Mar sesgo, viento largo, estrella clara y suspiros cervantinos. Las velas de la Ruta de la Sal estallan en la mar color de vino, metáfora homérica que siempre es aplicable a la bahía de San Antonio, el Portus Magnus de los romanos, cuyo fondo marino custodia miles de ánforas repletas de vino fenicio y joyas de coquetas bailarinas de Tanit (las cuales llevaban al cachondo Bes tatuado en sus culos olímpicos).
Las Pitiusas despiertan de su letargo invernal y se experimenta cierto empacho de reaperturas de aquellos que hacen negocio con el ocio y se sienten espléndidos a la hora de invitar a un chupito. ¡Una copa como Dios manda, por favor, y basta ya de medidores aberrantes empleados por barman abstemios de cadenas estándar! Para eso están los bares de toda la vida, donde todavía saben servirte como siempre se hizo en la bebedora España, acercando la botella a la mesa para respetar el hándicap del dipsómano de turno.

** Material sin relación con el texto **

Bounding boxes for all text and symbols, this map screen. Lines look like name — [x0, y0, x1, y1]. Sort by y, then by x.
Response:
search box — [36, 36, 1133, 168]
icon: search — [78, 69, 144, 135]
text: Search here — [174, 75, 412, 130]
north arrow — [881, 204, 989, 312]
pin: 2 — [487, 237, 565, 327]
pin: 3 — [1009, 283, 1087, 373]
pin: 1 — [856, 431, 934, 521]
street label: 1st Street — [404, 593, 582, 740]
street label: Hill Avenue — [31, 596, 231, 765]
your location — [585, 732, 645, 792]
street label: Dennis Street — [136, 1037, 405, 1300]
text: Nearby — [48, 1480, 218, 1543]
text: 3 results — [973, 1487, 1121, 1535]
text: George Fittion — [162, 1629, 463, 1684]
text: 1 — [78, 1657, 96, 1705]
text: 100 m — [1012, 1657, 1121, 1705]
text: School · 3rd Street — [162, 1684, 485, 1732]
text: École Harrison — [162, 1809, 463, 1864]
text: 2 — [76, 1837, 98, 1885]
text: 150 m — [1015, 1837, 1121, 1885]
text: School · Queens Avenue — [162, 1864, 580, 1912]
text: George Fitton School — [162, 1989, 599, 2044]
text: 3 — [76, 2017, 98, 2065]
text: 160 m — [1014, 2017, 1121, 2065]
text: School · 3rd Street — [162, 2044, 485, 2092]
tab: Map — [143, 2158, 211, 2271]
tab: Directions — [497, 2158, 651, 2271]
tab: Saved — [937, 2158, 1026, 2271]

¡Y las visitas de monumentos en las iglesias pitiusas, que guardan el misterio cristiano entre hermosas ofrendas de flores, pan, vino y simbolismo antiguo repleto de poesía! Templos que fueron auténticas fortalezas donde se refugiaban los lugareños para protegerse de las razzias de los piratas berberiscos (por algo en esos tiempos no se estilaban las casas en la costa) donde, además del bálsamo espiritual de la oración, también había cañones para la defensa de los bárbaros invasores y mucho vino para resistir el asedio. ¿Todo ha cambiado para seguir igual?
La fuerza espiritual alienta el gozo del corazón enamorado y cada uno juega como puede, que el placer está donde uno lo encuentra. ¡Feliz Pascua!